Author’s Note: I chose not to focus on Mixed Ultimate as I feel Irish mixed clubs and Mixed Tour is a separate issue worthy of a separate article. Also, while I am President of the Irish Flying Disc Association, the opinions expressed in this article are my own and not those of the IFDA as a whole.
Brian will be continuing to write for The Showgame as Irish correspondent – welcome on board! Do you have an opinion about Club or Country that you want to be heard? We are looking for more contributors to this popular discussion, so get in touch!

4 thoughts on “Club or Country: An Irish Perspective”

  1. The sending a club is an option I've thought of before, but with the size of the playerbase I think it's a poor use of player and coaching resources. Real national teams do a great job of spreading knowledge across the country, and enable more strong club teams to survive. I would have had to leave Jabba or give up an international career if this structure had been in place. I like to think that I've helped develop a large number of players for the country in the last few years while still being able to fulfill some of my international ambitions.

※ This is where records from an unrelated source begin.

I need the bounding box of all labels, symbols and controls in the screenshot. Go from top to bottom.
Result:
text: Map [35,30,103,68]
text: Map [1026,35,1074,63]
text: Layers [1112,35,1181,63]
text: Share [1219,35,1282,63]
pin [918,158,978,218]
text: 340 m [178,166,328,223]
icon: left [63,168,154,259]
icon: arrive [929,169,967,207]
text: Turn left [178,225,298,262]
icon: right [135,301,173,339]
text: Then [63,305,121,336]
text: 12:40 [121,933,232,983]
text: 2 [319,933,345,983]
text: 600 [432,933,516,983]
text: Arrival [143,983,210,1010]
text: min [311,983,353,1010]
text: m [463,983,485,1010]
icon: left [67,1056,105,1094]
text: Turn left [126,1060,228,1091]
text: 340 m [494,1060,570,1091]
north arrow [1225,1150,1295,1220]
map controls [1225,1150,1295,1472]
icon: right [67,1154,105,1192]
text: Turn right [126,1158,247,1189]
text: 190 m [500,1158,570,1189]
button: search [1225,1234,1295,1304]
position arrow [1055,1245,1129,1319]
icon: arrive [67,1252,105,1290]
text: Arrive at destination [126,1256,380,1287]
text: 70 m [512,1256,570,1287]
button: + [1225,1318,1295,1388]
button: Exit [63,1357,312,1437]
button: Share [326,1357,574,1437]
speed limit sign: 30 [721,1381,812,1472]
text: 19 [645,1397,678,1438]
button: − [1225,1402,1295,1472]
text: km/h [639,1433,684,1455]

    I also think that Irish club teams are certainly willing to travel abroad for tournaments, just not EUCR it seems. We're in a terrible region: far away, expensive, super competitive. It's a lot of money and time to be invested into a regional competition. If you look at the article this site published at pretty much the same time as this one, even very local regional tournaments aren't very appealing to teams that don't have a very good chance of qualification.

  2. Ireland had a fantastic result at EUC 2007 that seemed to be followed by a resurgence in Irish ultimate. Denying a small ultimate nation access to all of its best players seems counter-intuitive to me. I don't think that the UK player base is big enough yet to send a club team to represent GB, so I definitely feel that Ireland is better off sending a true national team.

    As for the “negative” impact on your clubs of sending Ireland to Tour, I'd counter by saying this is a great opportunity to send the rest of your players to a tournament where they need to step up and play a bigger role. Try not to see it as a failure if their seeding falls compared to if the club was full strength; instead, see it as a rare opportunity to focus on player development. Perhaps some of those “less committed” players will thrive and return to Ireland with more experience & more desire to improve. If individual clubs can't field a team without their Ireland players, then see if you can put together an all-star team instead. I think removing emphasis on how important and exciting it is to represent Ireland could do more harm than good. Without exposing your top players to EUC, you risk the overall quality of play decreasing (or failing to improve).

    The bottom line is that Ireland will improve through increasing it's player base, by having more teams that can compete with each other regularly, and by exposing the top players to the highest level that you possibly can. It's the same recipe that works for all other countries. I think you're on the right track; did All-Ireland championships exist in 2007?

  3. Hey Brummie,

    My biggest fear for next year with an U23 and Senior Open and Women's team isn't that the standard of teams that we send to Tour will drop, it's that no teams will go at all. Ideally we would have strong national teams and club teams that are willing to compete at Tour as well, and I think the responsibility rests on the club leaders and the players themselves to say “even if we're missing some key players next year, we still want to go to Tour and we still want to compete”.

    Personally, my biggest fear is for the Women's division. I think if we send a Women's team to EUC and WU23 there will be virtually no Women's club scene in Ireland next year due to the low player base. However, I suppose there is something to be said for the experience that those Women will learn playing for Ireland next year and returning to their club teams as stronger players, even if it means sacrificing a year of Women's Club Ultimate.

    The first Open All-Ireland Championships was in 2009.